2. Background processing – I want to be able to keep an IM program running while I check my email. I want to be able to look up a contact, then map it, then go back to the contact and make a call without having to go to home screens or restart apps in between.
3. It’s on Sprint – I don’t get any deals from Sprint. I buy the plans at regular rates and with standard contracts. I pay $200 for 4 phones with unlimited data, text, picture mail, protection plans, and 1500 minutes shared between phones. Go ahead and compare – the next cheapest plan will likely be $30/month more. I have considered leaving Sprint at least three times until I did the math.
4. It’s not an iPhone – Last year we must have seen at least half a dozen “iPhone killers.” They all failed. Whether it was the Blackberry Storm, the HTC Touch Pro or the Samsung Instinct, they all failed. You can’t take on the iPhone by simply resembling the appearance of an iPhone. The Pre is not trying to be an iPhone, it is something much different.
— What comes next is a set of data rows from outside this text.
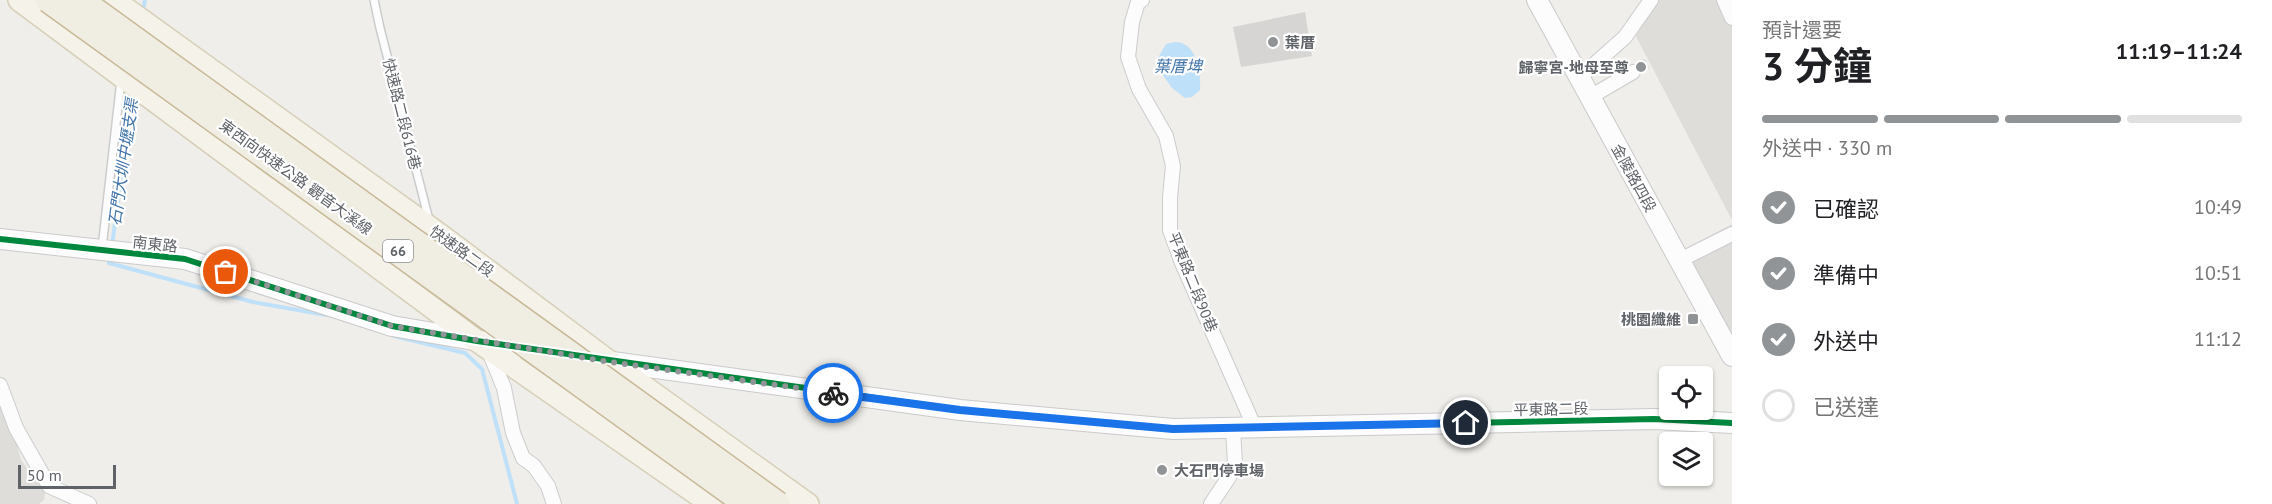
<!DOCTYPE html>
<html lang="zh-TW">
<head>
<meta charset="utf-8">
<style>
  body { margin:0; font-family:"PT Sans","Noto Sans TC",sans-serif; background:#f6f6f6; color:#202124; height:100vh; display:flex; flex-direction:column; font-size:22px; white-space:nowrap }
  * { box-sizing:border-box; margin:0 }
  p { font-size:20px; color:#757577 }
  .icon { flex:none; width:33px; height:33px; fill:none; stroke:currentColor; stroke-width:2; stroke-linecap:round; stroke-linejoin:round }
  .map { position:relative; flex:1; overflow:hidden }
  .details { display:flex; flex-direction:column; background:#fff; width:540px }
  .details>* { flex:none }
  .buttons { position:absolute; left:1659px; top:366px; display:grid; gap:12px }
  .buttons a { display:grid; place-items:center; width:54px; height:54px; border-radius:6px; background:#fff; box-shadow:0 2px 4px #0004; font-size:30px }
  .scale { position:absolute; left:18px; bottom:15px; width:98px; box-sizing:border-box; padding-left:6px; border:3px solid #5f6368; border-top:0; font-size:16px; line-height:21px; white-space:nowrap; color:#5f6368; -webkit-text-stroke:4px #fff; paint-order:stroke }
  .pin { position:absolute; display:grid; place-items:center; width:51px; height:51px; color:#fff; margin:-26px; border:3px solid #fff; border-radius:50%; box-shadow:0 2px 6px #0007 }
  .courier { position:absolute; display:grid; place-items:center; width:60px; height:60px; margin:-30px; border:4px solid #1a73e8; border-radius:50%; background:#fff; color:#222; box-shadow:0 2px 8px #0007 }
  .headline em { font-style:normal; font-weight:700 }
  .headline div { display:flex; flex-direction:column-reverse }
  .headline { display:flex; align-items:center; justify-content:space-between; height:102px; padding:0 30px }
  h1 { font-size:39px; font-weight:700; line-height:45px }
  .bar { display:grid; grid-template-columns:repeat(4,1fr); gap:9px 6px; align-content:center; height:72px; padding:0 30px }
  .bar i { height:8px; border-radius:4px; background:#e0e0e0 }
  .bar .current { background:#919496 }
  .bar p { grid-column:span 4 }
  ol { padding:0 30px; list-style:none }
  li { display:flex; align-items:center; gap:18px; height:66px }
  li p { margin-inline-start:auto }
  li .icon { padding:6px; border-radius:50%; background:#919496; color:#fff; stroke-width:4 }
  li:last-child { color:#757577 }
  li i { width:33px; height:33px; border:3px solid #e0e0e0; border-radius:50% }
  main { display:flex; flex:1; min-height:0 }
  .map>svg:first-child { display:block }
</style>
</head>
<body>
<main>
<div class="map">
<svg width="1732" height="504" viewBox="0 0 1732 504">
  <rect width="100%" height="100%" fill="#efeeea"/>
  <g fill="#dfddda">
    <polygon points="1642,0 1732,0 1732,220 1629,23"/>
    <polygon points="1732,224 1732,332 1680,252"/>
    <polygon points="0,405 14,434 21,460 45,493 44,500 39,504 0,504"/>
  </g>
  <path fill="#bfe0f9" d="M 1175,42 C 1197,42 1201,73 1200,90 L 1192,97 L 1185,98 L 1172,88 L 1157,67 L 1158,58 L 1166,44 Z"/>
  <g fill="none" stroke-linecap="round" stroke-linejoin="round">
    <g stroke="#bfe0f9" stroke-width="4">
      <polyline points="143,11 145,0"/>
      <polyline points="112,246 132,93"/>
      <polyline points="110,257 109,263 253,302 326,315"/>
      <polyline points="394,336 465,353 482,369 517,504"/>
    </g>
  </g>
  <g fill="#d6d5d3">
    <polygon points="1305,12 1312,56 1241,67 1233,27"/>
    <polygon points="1645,59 1649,68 1637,75 1632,66"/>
  </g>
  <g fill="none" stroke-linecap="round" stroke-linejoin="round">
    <g stroke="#cbcccc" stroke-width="10">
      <g id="lane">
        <polyline points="374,0 380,28 429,220"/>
        <polyline points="102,248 121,80"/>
      </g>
    </g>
    <g stroke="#cbcccc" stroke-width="16">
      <g id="street">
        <polyline points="1142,0 1138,2 1132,22 1128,57 1139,89 1166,136 1173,166 1170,197 1170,230 1182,263 1254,426"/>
        <polyline points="1724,0 1732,18"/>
        <polyline points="1580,77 1625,37 1651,0"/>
        <polyline points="1590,97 1633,72"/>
        <polyline points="1680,260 1732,234"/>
        <polyline points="488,349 504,388 513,433 523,458 534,466 548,486 554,504"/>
        <polyline points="0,385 16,428 49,486 89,504"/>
        <polyline points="1211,504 1229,477 1235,464 1233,429"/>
      </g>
    </g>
    <g stroke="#cacacb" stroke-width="22">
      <g id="secondary">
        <polyline points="1537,0 1732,356"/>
        <polyline points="0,239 185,259 392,326 532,350"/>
        <polyline points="605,361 960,410 1173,429 1654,419 1732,423"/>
      </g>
    </g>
    <g stroke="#d7ceb8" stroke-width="24">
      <g id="primary">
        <polyline points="19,0 477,341 711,504"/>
        <polyline points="114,0 442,236 610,362 808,504"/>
      </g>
    </g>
    <use href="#lane" stroke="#fdfcfc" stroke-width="7"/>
    <use href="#street" stroke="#fdfcfc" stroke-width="14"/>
    <use href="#secondary" stroke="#fdfcfc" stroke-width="20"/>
    <use href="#primary" stroke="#f4f2e9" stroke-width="21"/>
    <g stroke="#c8b996" stroke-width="27" stroke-linecap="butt">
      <g id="highway-bridge">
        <polyline points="48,0 746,504"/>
        <polyline points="81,0 778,504"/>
      </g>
    </g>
    <use href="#highway-bridge" stroke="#f0ede3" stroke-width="24"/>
    <g stroke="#fff" stroke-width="10">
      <polyline id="cycleway" points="0,239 185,259 392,326 477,341 960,410 1173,429 1654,419 1732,423"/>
    </g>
    <use href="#cycleway" stroke="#00873e" stroke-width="6"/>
  </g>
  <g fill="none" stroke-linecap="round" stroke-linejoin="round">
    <polyline stroke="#919496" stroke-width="6" stroke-dasharray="0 10.8" points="226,272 392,326 610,362 833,393"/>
    <polyline stroke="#1a73e8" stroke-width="8" points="833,393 960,410 1173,429 1466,423"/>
  </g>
  <g fill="#919496" stroke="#fff" stroke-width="2">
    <circle cx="1273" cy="42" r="6"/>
    <circle cx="1641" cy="67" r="6"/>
    <rect x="1687" y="313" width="12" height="12" rx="3"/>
    <circle cx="1162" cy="470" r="6"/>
  </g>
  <g text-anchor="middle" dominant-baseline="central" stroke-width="4.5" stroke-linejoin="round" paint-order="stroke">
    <rect fill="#fff" stroke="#8f9295" stroke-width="1.5" x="383" y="240" width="30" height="22" rx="4.5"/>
    <g font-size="14" font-weight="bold" fill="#5f6368">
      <text x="398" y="251">66</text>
    </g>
    <g font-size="15" font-weight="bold" fill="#5f6368" stroke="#fff" text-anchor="start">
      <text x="1285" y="42">葉厝</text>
      <text x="1629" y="67" text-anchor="end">歸寧宮-地母至尊</text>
      <text x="1681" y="319" text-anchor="end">桃園纖維</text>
      <text x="1174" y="470">大石門停車場</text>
    </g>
    <g font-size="15" fill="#5f6368" stroke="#fff">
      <text transform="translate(402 114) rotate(76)">快速路二段616巷</text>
      <text transform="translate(296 177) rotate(36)">東西向快速公路 觀音大溪線</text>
      <text transform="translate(1634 178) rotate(61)">金陵路四段</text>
      <text transform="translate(155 244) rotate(6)">南東路</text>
      <text transform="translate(462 251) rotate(36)">快速路二段</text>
      <text transform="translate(1193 282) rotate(68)">平東路二段90巷</text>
      <text transform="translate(1551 409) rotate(-1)">平東路二段</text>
    </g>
    <g font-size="16" font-style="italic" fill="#4174aa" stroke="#fff">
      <text x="1178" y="66">葉厝埤</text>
      <text transform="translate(123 162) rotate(-82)">石門大圳中壢支渠</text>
    </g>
  </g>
</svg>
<div class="buttons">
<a><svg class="icon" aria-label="locate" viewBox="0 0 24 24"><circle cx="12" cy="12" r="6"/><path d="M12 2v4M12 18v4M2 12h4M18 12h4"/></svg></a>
<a><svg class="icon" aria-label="layers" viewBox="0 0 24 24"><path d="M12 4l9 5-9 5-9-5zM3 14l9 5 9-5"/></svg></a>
</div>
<div class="scale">50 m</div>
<div class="pin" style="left:226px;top:272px;background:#ea580c"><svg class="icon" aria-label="bag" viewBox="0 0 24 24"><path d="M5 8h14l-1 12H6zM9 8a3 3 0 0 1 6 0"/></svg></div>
<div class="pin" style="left:1466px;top:423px;background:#1f2937"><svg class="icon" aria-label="home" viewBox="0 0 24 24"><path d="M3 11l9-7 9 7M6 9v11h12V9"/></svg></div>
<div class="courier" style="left:833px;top:393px"><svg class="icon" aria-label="bike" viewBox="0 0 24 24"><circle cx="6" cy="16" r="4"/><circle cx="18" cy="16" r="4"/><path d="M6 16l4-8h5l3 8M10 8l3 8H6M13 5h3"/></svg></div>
</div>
<section class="details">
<div class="headline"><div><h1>3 分鐘</h1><p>預計還要</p></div><em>11:19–11:24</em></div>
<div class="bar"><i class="current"></i><i class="current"></i><i class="current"></i><i></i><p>外送中 · 330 m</p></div>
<ol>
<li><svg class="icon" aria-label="check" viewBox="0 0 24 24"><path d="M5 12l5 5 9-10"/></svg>已確認<p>10:49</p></li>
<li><svg class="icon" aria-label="check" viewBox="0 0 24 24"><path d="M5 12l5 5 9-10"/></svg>準備中<p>10:51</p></li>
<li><svg class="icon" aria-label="check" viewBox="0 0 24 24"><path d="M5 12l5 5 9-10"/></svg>外送中<p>11:12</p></li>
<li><i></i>已送達</li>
</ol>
</section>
</main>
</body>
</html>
Anyone expecting the Pre to be an iPhone killer should write their negative reviews now.
The iPhone’s strengths are the apps (developer base), the sexiness, and the fact that it is made by Apple. Pre touches on these things, but it also is presented as an entirely different phone. I don’t want a Palm Pre because I want it to be an iPhone or because I expect it to be better than an iPhone. I am buying the Pre because I expect it to be different than the iPhone.
I don’t need a device that will download 200 different tip calculators or run countless apps. I want a device that is small, versatile and capable of combining all of my means of communication. I communicate on Twitter, Facebook, LinkedIn, email, and a variety of Google services. The concept of the Pre fits my needs more than the iPhone. I plan on buying the Palm Pre because I want my money to go to the guys willing to take on Apple by creating a device that targets the weaknesses of the iPhone directly.
I don’t expect it to work perfectly at launch and the Pre 2.0 will certainly be a better device, but you have to admire Palm for making so many gutsy moves with the Pre launch. In many ways, the Pre is similar to OS X. Palm has reached a point where their product, both hardware and software, has become stale. They had two options, they could try to fancy up the existing product (the Microsoft approach) or they could reinvent themselves as Apple did with OS X.
Reinventing your image is always much more risky, but the payoff is much higher if successful. Palm has tossed backwards compatibility aside and told all old developers (whatever developers there are left) that their existing skills would no longer be useful. In what appears to be a dangerous move on the surface, is seens as a very necessary move to users, geeks and analysts who follow the smartphone market.